Through the years, I’ve worked closely with the caliber of designers you’ve mentioned on three occasions. On two of those occasions, I was disappointed that their talent and ability failed to live up to their reputations.

You mentioned the Vignelli Canon. While reading it, did you notice the poor typography and the rigid conformance to an ill-conceived grid? You also mentioned Stefan Sagmeister. Visit his website. Do you honestly consider it to be well-designed? It’s certainly unusual and experimental, but if you presented a solution like that to a typical client, they’d rightfully hire someone else.

Why do you feel compelled to measure yourself against these people? They’ve carved out their niches, and you should carve out yours.

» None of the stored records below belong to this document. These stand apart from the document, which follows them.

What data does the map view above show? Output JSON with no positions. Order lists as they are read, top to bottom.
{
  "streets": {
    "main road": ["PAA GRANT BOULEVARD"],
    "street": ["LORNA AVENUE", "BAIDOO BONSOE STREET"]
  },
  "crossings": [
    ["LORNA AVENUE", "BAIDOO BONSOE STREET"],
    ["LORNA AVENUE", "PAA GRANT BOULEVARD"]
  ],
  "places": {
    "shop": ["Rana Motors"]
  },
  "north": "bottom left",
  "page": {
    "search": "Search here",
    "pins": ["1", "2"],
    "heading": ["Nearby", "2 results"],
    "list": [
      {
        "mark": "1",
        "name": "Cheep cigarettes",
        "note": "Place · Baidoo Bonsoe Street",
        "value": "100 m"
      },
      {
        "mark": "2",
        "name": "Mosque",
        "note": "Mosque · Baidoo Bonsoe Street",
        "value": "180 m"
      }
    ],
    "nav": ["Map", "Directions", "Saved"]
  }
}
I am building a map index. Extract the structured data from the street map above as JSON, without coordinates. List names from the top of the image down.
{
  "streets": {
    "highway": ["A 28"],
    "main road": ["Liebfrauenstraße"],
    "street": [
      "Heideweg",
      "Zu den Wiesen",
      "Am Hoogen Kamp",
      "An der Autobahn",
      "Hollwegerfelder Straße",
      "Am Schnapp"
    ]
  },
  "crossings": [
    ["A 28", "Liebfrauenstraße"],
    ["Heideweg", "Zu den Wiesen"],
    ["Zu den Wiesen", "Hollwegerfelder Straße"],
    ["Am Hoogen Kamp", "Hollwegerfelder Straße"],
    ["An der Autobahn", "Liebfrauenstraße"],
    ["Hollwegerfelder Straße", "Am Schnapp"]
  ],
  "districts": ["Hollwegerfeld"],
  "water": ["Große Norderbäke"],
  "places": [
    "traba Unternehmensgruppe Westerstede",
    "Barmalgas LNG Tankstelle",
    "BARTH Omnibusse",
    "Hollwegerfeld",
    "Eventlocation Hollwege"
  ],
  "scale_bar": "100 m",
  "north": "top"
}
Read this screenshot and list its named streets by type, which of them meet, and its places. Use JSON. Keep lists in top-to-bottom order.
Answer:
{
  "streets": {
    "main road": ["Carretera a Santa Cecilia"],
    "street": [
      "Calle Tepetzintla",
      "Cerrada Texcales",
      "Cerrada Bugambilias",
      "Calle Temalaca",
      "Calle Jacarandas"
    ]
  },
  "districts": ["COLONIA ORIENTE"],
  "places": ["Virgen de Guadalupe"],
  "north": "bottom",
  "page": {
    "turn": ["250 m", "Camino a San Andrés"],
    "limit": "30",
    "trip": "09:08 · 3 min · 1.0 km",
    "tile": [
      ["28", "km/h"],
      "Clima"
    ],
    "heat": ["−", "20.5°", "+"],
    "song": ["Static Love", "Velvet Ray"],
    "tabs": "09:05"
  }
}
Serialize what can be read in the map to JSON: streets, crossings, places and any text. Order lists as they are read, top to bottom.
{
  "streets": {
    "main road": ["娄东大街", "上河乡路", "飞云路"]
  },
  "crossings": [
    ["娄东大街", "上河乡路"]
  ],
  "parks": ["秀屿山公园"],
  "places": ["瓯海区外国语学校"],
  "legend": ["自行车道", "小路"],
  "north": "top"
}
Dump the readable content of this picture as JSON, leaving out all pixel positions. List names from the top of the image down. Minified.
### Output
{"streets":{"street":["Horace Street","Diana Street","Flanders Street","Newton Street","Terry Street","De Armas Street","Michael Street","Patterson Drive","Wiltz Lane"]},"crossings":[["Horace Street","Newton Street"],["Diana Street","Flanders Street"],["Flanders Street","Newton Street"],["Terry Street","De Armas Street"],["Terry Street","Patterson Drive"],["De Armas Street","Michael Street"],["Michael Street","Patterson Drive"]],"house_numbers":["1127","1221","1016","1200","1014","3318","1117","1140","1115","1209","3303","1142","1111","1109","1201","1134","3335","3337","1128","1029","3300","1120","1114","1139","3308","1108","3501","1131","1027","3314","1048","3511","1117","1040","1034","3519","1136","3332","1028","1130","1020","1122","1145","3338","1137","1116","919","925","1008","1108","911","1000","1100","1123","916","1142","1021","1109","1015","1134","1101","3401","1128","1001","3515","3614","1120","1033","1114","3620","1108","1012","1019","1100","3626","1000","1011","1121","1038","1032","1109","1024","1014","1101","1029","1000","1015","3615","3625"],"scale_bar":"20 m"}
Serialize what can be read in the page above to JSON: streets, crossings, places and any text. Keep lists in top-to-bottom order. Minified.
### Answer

Not once in my career have I encountered a client who said, “I want you to design something so innovative, creative, and experimental that you win a dozen awards and become famous.” Instead, they say, “I want you to design something that I like and that I think will help me sell my widgets and make me more money.”

Eight or nine years after my BFA, I returned to graduate school — partially because I had the opportunity to have a very high-profile designer on my graduate committee. I’ve never been quite so disappointed in anyone’s reputation as I was in his. However, working with him did allow me to re-evaluate my misconceptions regarding the nature of our field, which I think you’re still trying to do.

Quit being so hard on yourself.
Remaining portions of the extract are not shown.